10. IMS Network forwards the INVITE message to IMS UE-C.
11. IMS UE-C generates random number Rc.
11a. IMS UE-C sends a request message, which includes the following parameters: plain ID-A，plain ID-C and Ea (Ra, ID-A, ID-C) and Ec(Rc, ID-A,ID-C) to the KMS to request the media key.
12. The KMS use plain ID-A, plain ID-C to get Ka, Kc and use Ka, Kc to get decrypted ID-A, ID-C from Ea (Ra, ID-A, ID-C) and Ec(Rc, ID-A,ID-C), and compare the decrypted ID-A, ID-C with plain ID-A , ID-C  to make sure that they are same. KMS then re-produces the key K1 for media protection between UE-A and Conference Bridge and generates the key K3 for media protection between UE-C and Conference Bridge.
13. KMS use Ka to encrypte the Ra, K1 to get Ea(Ra, K1) and use Kc to encrypt the Rc, K3 to get Ec(Rc, K3), then send Ea(Ra, K1) and Ec(Rc, K3) to UE-C in response message.
14. IMS UE-C get K3 by decrypting the Ec(Rc, K3) using Kc, and then send Ea(Ra, K1) to IMS network in response message.
15. MS network forward the Ea(Ra, K1) to IMS UE-A.
After the above-mentioned steps, the IMS UE-A, IMS UE-B and IMS UE-C get the media key K1, K2 and K3 with KMS respectively. 
Figure 21 shows that the Conference Bridge communicates with KMS in a secure way to obtain K1, K2 and K3 from the KMS. The conference bridge then has the shared secrets it needs to communicate securely with IMS UE-A, IMS UE-B and IMS UE-C respectively.   
Editor’s Note: It needs to be clarified how the Conference Bridge can communicate securely with the KMS, e.g. using NDS/IP.
Editor’s Note: It needs to be clarified how keys K1, K2 and K3 are generated.
        SHAPE  \* MERGEFORMAT 
Figure 21: Key distribution for conference calling
7.4.3.6	End-to-middle
Figure 22 shows a typical end-to-middle scenario where a call takes place between an IMS end user and a PSTN end user. This solution does not apply to the case where the protection is required between the end user and the access edge. For the sake of simplicity the random number used in each message to prevent replay attack is omitted in the message diagram. SHAPE  \* MERGEFORMAT 
Figure 22: Message flow for end-to-middle scenario
1a.  User A bootstraps with KMS to establish a shared key Ka. If GBA is not support, User A can use other authentication method to get shared key Ka
1sg. Secure Gateway(SGW) establish a secure connection with KMS by Ipsec, TLS or any other authentication method by which KMS and SGW can have a shared secret Ksg.
1sm. SGW establish a secure connection with PSTN media gateway (MGW) by Ipsec, TLS or any other authentication method to get shared key Ksm
2.	User A sends an INVITE message which includes the following parameters: plain identity of user A ID-A, plain identity of user B ID-B and Ea (ID-A, ID-B) (encrypted ID-A, ID-B with key Ka) to SGW 
3.	Once receive the INVITE message from user A, SGW sends a request message, which includes the following parameters: plain ID-A, plain ID-B, Ea (ID-A, ID-B) and Esg(ID-A,ID-B) to the KMS to request media key K. 
4.	KMS use Ka, Ksg to get decrypted ID-A, ID-B from Ea (ID-A, ID-B) and Esg(ID-A,ID-B), and compare the decrypted ID-A, ID-B with plain ID-A , ID-B to make sure they are same. Then KMS generate the media key K.
5.	KMS encrypts the K using Ka, Ksg to get the Ea(K), Esg(K) respectively, and then sends the Ea(K), Esg(K) to SGW in the response message. 
6.	SGW get media key K by decrypting the Esg(K). Then SGW send media key K to PSTN MGW using the security link between SGW and PSTN MGW protected by Ksm.
7.	SGW send media Ea(K) to user A. 
NOTE: 	Step 6 and step 7 can be executed concurrently.

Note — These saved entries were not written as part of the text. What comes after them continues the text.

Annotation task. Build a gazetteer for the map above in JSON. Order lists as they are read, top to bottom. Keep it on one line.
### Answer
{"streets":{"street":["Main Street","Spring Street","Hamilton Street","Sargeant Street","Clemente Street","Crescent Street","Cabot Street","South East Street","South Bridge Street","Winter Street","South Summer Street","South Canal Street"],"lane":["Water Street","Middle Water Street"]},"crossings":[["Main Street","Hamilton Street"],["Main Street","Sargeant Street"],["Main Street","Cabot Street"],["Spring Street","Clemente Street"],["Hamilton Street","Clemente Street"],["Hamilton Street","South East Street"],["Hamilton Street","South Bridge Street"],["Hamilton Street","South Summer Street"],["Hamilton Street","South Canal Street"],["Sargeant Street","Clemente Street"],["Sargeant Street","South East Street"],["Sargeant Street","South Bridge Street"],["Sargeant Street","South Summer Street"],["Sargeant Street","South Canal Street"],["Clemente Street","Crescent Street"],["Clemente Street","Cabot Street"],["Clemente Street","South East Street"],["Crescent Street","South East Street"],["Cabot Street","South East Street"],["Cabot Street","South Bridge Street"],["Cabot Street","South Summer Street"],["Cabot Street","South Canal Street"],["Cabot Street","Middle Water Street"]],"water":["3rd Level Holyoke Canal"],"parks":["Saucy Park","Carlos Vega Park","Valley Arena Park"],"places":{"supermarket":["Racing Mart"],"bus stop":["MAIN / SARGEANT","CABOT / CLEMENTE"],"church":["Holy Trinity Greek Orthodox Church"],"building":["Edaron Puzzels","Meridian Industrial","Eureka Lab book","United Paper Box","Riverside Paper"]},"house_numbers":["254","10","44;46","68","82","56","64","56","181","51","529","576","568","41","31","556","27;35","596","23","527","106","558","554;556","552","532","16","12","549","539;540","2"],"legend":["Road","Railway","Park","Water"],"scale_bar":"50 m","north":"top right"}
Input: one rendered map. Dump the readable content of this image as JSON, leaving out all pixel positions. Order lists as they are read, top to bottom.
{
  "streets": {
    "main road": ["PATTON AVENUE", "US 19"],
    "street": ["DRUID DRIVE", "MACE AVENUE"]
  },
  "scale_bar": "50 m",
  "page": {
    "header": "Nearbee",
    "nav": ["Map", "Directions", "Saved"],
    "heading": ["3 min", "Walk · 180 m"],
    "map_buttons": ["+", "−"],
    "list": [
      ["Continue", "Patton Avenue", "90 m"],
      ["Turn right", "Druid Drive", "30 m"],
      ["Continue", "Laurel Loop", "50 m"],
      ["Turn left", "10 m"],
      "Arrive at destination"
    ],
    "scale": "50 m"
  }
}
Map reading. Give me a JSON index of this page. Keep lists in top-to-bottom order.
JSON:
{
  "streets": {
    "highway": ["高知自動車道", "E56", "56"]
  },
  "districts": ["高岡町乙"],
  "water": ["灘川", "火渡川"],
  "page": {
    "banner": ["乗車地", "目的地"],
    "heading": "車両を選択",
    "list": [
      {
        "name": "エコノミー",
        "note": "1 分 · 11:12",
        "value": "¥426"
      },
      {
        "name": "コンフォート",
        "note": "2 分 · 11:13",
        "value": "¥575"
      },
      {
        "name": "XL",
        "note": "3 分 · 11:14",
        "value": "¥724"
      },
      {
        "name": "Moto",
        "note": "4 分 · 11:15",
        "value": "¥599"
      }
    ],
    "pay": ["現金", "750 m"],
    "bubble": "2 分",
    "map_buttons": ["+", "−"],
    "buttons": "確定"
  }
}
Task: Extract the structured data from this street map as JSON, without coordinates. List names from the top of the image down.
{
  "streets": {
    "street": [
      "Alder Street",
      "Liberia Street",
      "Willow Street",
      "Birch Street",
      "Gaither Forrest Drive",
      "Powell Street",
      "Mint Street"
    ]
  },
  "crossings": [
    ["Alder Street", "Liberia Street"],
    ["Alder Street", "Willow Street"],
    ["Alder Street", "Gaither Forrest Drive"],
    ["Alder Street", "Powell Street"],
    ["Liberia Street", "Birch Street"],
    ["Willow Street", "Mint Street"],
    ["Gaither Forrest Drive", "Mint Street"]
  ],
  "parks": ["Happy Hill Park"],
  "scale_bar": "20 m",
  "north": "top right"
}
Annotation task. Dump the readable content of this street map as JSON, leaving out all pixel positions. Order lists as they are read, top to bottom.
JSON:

After the above-mentioned procedure, the IMS endpoint user has a security association with PSTN MGW.
7.4.4	Lawful intercept
As a KMS-based solution, Otway-Rees has a lot of similarities with the TBS solution with respect to lawful interception. But in the Otway-Rees solution, the KMS generates the master media key and distributes the master media key to the users. The master media key for an on-going call should be stored in the KMS. Once the call is completed, the master media key can be purged out of the KMS. 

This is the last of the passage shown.